In Anderson v. Union Pac. R.R., 7:18-cv-5010 (July 6, 2020), the Nebraska federal court granted the defendant railroad’s motion for summary judgment on the statute of limitations in a toxic action filed under the Federal Employers’ Liability Act, 45 U.S.C. § 51 et seq. The plaintiff filed the action on August 21, 2018 claiming he was exposed to diesel exhaust and alleged toxic materials while he worked for the railroad which caused him to develop cancer. Plaintiff was diagnosed with colon cancer on January 3, 2013.
The defendant railroad filed a motion for summary judgment arguing plaintiff’s action was barred by FELA’s three-year statute of limitations, 45 U.S.C. § 56, which provides that no action shall be maintained unless commenced within three years from the day the cause of action accrued. A claim in a toxic tort action accrues when the plaintiff knew or should have known of the condition and its potential cause. Both components require an objective inquiry into when the plaintiff knew or should have known in the exercise of reasonable diligence the essential facts.

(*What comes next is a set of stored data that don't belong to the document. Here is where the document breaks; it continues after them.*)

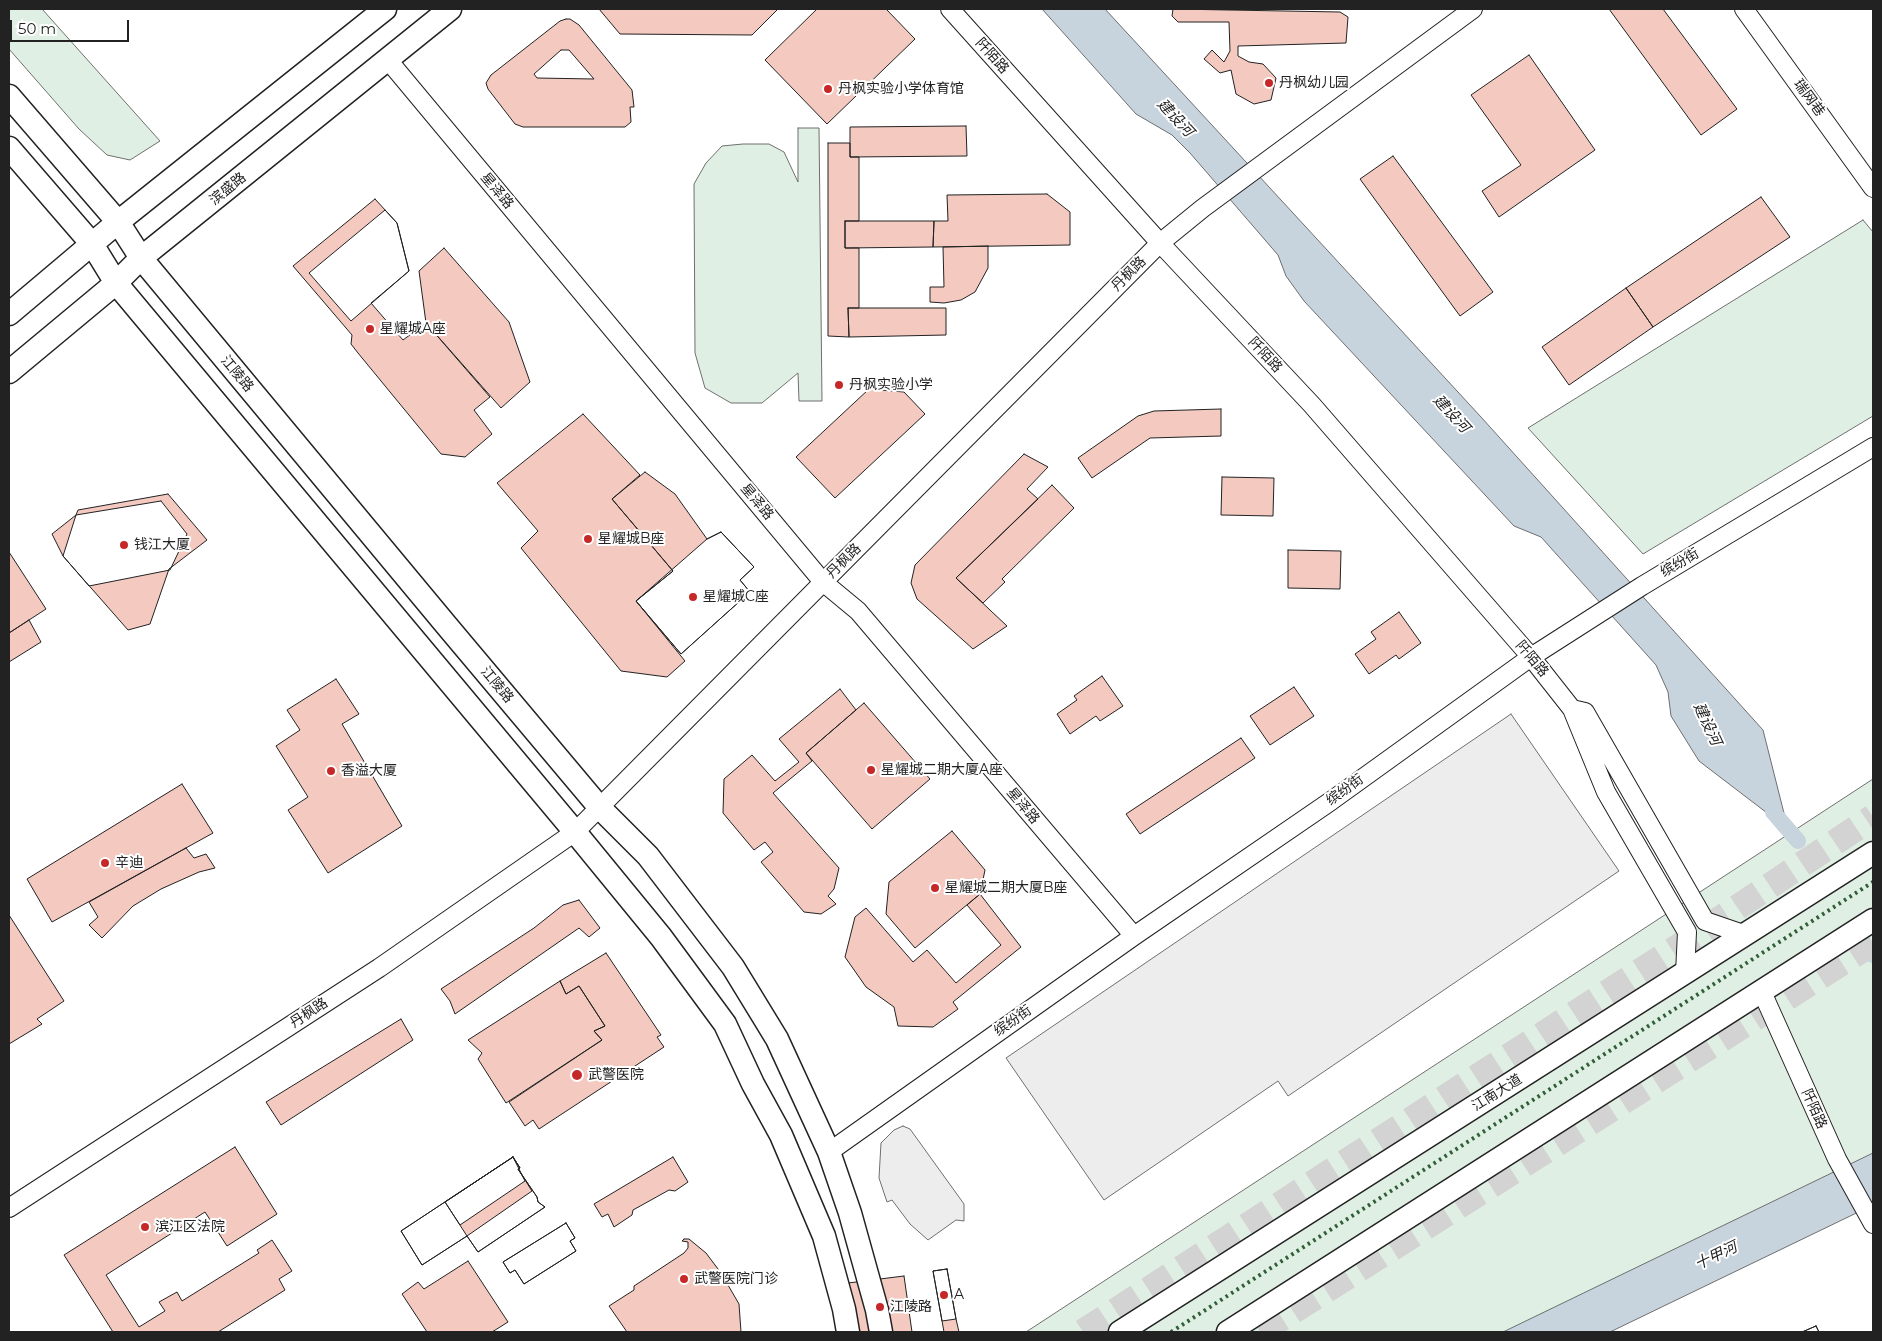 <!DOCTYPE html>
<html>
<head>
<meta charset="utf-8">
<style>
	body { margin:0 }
	#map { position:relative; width:1882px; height:1341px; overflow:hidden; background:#fff; font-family:Montserrat,sans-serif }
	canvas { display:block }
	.frame { position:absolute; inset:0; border:10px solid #222; pointer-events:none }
	.scale { position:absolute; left:10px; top:20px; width:119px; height:22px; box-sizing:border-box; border:2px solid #222; border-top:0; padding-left:6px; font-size:15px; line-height:18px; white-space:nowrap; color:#222; -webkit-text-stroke:4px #fff; paint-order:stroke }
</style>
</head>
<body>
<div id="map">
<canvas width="1882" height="1341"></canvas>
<div class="frame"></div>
<div class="scale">50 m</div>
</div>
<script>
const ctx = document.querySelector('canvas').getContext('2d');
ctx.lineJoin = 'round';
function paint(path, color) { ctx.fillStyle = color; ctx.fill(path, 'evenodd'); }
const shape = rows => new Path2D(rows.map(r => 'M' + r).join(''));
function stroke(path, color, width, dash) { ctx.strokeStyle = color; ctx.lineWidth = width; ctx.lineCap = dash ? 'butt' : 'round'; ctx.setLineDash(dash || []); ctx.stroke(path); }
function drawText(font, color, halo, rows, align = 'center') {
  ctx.font = font + ' Montserrat,"Noto Sans SC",sans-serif'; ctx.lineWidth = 4; ctx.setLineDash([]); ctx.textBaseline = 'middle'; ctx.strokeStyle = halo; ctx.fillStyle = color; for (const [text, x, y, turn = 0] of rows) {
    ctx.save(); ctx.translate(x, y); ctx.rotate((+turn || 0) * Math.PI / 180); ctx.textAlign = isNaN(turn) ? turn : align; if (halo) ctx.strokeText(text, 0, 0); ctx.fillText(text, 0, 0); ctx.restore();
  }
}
const green = shape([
	[9,9,42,9,160,141,130,160,107,155,79,129,9,49,9,9],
	[798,128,819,128,822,401,799,401,798,373,762,403,731,403,705,388,695,353,694,184,706,163,722,146,743,144,769,144,784,152,798,182,798,128],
	[1863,220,1873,232,1873,416,1643,554,1528,428,1863,220],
	[1873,779,1873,1167,1521,1332,1026,1332,1873,779]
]);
paint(green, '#e0efe3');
stroke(green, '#6f6f6f', 1);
const parking = shape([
	[1511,714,1619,871,1288,1096,1278,1081,1104,1200,1006,1058,1511,714],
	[903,1126,910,1129,964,1204,964,1221,956,1220,928,1240,910,1224,892,1200,887,1202,879,1178,881,1143,894,1130,903,1126]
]);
paint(parking, '#ededed');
stroke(parking, '#6f6f6f', 1);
const water = shape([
	[1042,9,1105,9,1481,417,1763,730,1788,829,1699,761,1671,716,1668,692,1656,665,1541,537,1514,526,1304,301,1286,276,1278,255,1190,153,1172,135,1136,114,1042,9],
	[1873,1153,1873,1205,1610,1332,1503,1332,1873,1153]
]);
paint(water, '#c7d3dd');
stroke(water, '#6f6f6f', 1);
stroke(shape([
	[1773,812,1798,841],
	[1871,951,1873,955]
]), '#c7d3dd', 16);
const building = shape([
	[599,9,778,9,752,35,620,34,599,9],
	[817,9,886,9,915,39,827,124,765,60,817,9],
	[1173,9,1340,12,1348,17,1346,43,1238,46,1238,56,1249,62,1263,64,1276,78,1271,100,1254,104,1236,94,1231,70,1220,73,1204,59,1212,50,1224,62,1230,51,1229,22,1178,22,1172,16,1173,9],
	[1609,9,1663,9,1737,109,1701,135,1609,9],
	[566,19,570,19,579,25,632,90,634,107,630,107,631,122,625,127,523,127,515,124,488,89,486,83,491,75,560,21,566,19],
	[561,50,569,50,594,79,537,78,534,74,561,50],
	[1529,55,1595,150,1499,217,1482,191,1521,165,1471,95,1529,55],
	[966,126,967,156,850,157,850,127,966,126],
	[828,143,850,143,850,157,859,157,859,221,845,221,845,248,859,248,859,308,848,308,849,337,828,336,828,143],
	[1393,156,1493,292,1460,316,1360,179,1393,156],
	[1047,194,1070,212,1070,245,933,247,934,221,948,221,947,195,1047,194],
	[1761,197,1790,237,1653,327,1626,288,1761,197],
	[375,199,397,223,409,271,371,303,403,340,426,323,490,397,474,410,492,434,465,457,441,454,358,353,351,344,352,335,293,266,375,199],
	[385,210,397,223,409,271,351,321,309,273,385,210],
	[845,221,934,221,933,247,845,248,845,221],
	[988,246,988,268,975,292,961,300,944,303,930,302,930,287,944,287,943,247,988,246],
	[444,248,509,322,530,382,501,408,426,323,419,271,444,248],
	[1626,288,1653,327,1569,385,1542,347,1626,288],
	[848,308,946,308,946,335,849,337,848,308],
	[869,389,904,392,925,414,835,498,796,457,869,389],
	[1221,409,1221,436,1150,438,1092,478,1078,458,1138,416,1154,411,1221,409],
	[583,414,640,475,612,499,673,571,636,601,685,661,667,677,621,671,521,548,538,531,497,483,583,414],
	[1024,454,1048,467,1027,489,1038,499,956,578,1007,626,973,649,917,599,911,583,915,565,1024,454],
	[645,472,675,494,707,539,721,532,754,567,740,580,750,592,681,654,636,601,673,571,612,499,645,472],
	[1222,477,1274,478,1273,516,1221,515,1222,477],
	[1052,485,1074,508,1002,579,1005,582,983,603,956,578,1052,485],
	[168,494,207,540,169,569,150,624,128,630,63,556,52,534,76,515,78,510,168,494],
	[161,501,187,534,170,570,89,586,63,556,76,515,161,501],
	[721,532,754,567,740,580,750,592,681,654,636,601,707,539,721,532],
	[1288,550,1341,551,1340,589,1288,588,1288,550],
	[9,552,46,609,9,633,9,552],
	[1399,612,1421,643,1399,659,1396,655,1369,674,1355,654,1376,639,1371,632,1399,612],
	[29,620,41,642,9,662,9,633,29,620],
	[1102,676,1123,706,1100,721,1096,716,1070,734,1057,714,1077,700,1074,696,1102,676],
	[336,679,359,714,342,724,402,826,328,873,288,810,308,797,276,746,300,730,287,710,336,679],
	[1294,687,1314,716,1270,745,1250,716,1294,687],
	[840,689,856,710,806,753,812,761,773,793,839,868,834,889,828,896,836,904,821,914,804,912,761,862,773,852,765,842,754,850,723,813,724,779,752,755,775,781,799,762,779,739,840,689],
	[864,703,930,779,872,829,806,753,864,703],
	[1241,738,1255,758,1140,834,1126,814,1241,738],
	[182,784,213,833,52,922,27,879,182,784],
	[952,831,985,870,980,894,915,948,886,914,889,882,952,831],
	[186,848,194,858,206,854,215,868,199,872,161,889,133,906,102,938,89,925,98,917,89,902,186,848],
	[980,894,1021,947,953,1002,958,1009,933,1027,898,1026,894,1007,866,987,845,957,855,917,866,908,913,962,927,950,956,983,1001,945,967,905,980,894],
	[579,900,600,928,589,937,579,928,455,1014,450,1001,441,989,534,928,563,905,579,900],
	[9,915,64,1001,37,1019,42,1024,9,1044,9,915],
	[606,953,661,1035,657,1037,664,1047,539,1129,533,1120,525,1126,509,1102,602,1040,594,1031,605,1026,579,986,566,994,560,981,606,953],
	[560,981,566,994,579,986,605,1026,594,1031,602,1040,506,1103,478,1059,482,1053,468,1040,560,981],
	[401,1019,413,1040,281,1125,266,1102,401,1019],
	[235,1147,277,1214,227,1246,205,1212,106,1275,139,1327,165,1311,159,1302,177,1292,182,1301,259,1253,257,1250,272,1240,292,1271,279,1279,285,1290,218,1332,113,1332,64,1255,235,1147],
	[513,1157,520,1168,518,1169,537,1197,538,1202,545,1207,478,1252,467,1236,422,1265,401,1231,513,1157],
	[513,1157,520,1168,518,1169,537,1197,538,1202,545,1207,478,1252,467,1236,422,1265,401,1231,513,1157],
	[513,1157,520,1168,518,1169,532,1191,467,1236,445,1202,513,1157],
	[513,1157,525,1181,460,1225,445,1202,513,1157],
	[673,1157,688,1182,675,1191,669,1190,633,1210,632,1215,614,1227,608,1214,602,1217,594,1204,673,1157],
	[566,1223,575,1238,570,1241,576,1251,524,1284,515,1270,510,1273,503,1262,566,1223],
	[566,1223,575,1238,570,1241,576,1251,524,1284,515,1270,510,1273,503,1262,566,1223],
	[684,1239,689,1239,706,1253,721,1273,739,1304,741,1332,627,1332,609,1306,634,1290,634,1286,684,1253,688,1248,688,1242,682,1241,684,1239],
	[468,1261,508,1322,492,1332,427,1332,402,1294,418,1282,424,1289,468,1261],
	[947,1269,956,1319,959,1332,944,1332,933,1271,947,1269],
	[947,1269,956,1319,942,1321,933,1271,947,1269],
	[904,1276,912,1332,854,1332,848,1283,904,1276],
	[1816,1326,1819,1332,1802,1332,1816,1326],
	[1816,1326,1819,1332,1802,1332,1816,1326]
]);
paint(building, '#f3c9c0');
stroke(building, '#222', 1);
stroke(shape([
	[1083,1332,1684,943,1873,817],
	[1260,1332,1873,943]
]), '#d3d3d3', 26, [26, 13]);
const minor = shape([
	[950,9,1160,243,1312,405,1531,657,1572,709,1606,792,1687,932,1685,973],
	[1744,9,1873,188],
	[388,60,823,582,858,611,1134,936],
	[1572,709,1585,712,1705,921,1746,935],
	[1762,992,1837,1159,1873,1224],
	[829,1152,1134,936,1331,801,1531,657,1642,586,1873,447],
	[9,1208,379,968,575,832,1160,243,1203,208,1473,9]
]);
const major = shape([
	[9,96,118,222,141,258,447,626,600,808,648,856,733,967,777,1039,829,1152,850,1213,877,1310,881,1332],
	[9,148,92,244,116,283,575,832,661,937,725,1024,753,1084,781,1135,824,1236,844,1309,848,1332],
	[9,314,118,222,385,9],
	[9,372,116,283,141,258,450,9],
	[1120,1332,1873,853],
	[1228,1332,1873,920]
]);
stroke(minor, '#222', 20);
stroke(major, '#222', 25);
stroke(minor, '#fff', 18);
stroke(major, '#fff', 22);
stroke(shape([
	[1171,1332,1873,882]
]), '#2f5e38', 4, [2.5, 4]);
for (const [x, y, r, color] of [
	[1269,83,5,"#c62828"],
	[828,89,5,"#c62828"],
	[370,329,5,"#c62828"],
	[839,385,5,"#c62828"],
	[588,539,5,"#c62828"],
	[124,545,5,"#c62828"],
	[693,597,5,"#c62828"],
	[871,770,5,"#c62828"],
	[331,771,5,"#c62828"],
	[105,863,5,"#c62828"],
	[935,888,5,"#c62828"],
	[577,1075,6,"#c62828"],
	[145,1227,5,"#c62828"],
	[684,1279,5,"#c62828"],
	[944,1295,5,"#c62828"],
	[880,1307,5,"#c62828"]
]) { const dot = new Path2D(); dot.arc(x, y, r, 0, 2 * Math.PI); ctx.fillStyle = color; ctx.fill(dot); stroke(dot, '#fff', 2); }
drawText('14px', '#222', '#fff', [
	["阡陌路",992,56,48],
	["瑞网巷",1809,98,54],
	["滨盛路",228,189,-39],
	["星泽路",497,191,50],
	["丹枫路",1129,274,-45],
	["阡陌路",1265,355,47],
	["江陵路",237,374,50],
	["星泽路",757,502,50],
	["丹枫路",844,561,-45],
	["缤纷街",1680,563,-31],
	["阡陌路",1532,659,50],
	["江陵路",497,685,50],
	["缤纷街",1345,790,-36],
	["星泽路",1023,806,50],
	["丹枫路",309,1013,-33],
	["缤纷街",1013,1021,-35],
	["江南大道",1497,1093,-32],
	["阡陌路",1814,1109,66]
]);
drawText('14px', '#222', '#fff', [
	["丹枫幼儿园",1279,83],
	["丹枫实验小学体育馆",838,89],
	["星耀城A座",380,329],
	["丹枫实验小学",849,385],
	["星耀城B座",598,539],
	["钱江大厦",134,545],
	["星耀城C座",703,597],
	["星耀城二期大厦A座",881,770],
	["香溢大厦",341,771],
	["辛迪",115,863],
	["星耀城二期大厦B座",945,888],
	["武警医院",588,1075],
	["滨江区法院",155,1227],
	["武警医院门诊",694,1279],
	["A",954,1295],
	["江陵路",890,1307]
], 'left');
drawText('italic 15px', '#222', '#fff', [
	["建设河",1175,118,47],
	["建设河",1451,414,47],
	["建设河",1707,724,65],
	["十甲河",1716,1256,-26]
]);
</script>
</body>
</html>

The Court held the plaintiff had an affirmative duty to reasonably inquire as to the cause of his cancer, and it rejected plaintiff’s argument that only actual knowledge of the cause is enough to make a claim accrue under FELA. Plaintiff knew he had cancer by January 2013 so he knew of the condition. Although plaintiff claimed he did not know whether his alleged work-related exposures caused his colon cancer, the Court held plaintiff knew the essential facts necessary to impose a duty upon him to investigate any potential work-related cause of his cancer. Irrespective of whether he actually performed that investigation, plaintiff’s three-year period to file suit began when he was told he had colon cancer, and as such it expired in January 2016. Because plaintiff did not file his complaint until August 2018, it was time barred as a matter of law. See Anderson v. Union Pac. R.R., 7:18-cv-5010 (July 6, 2020).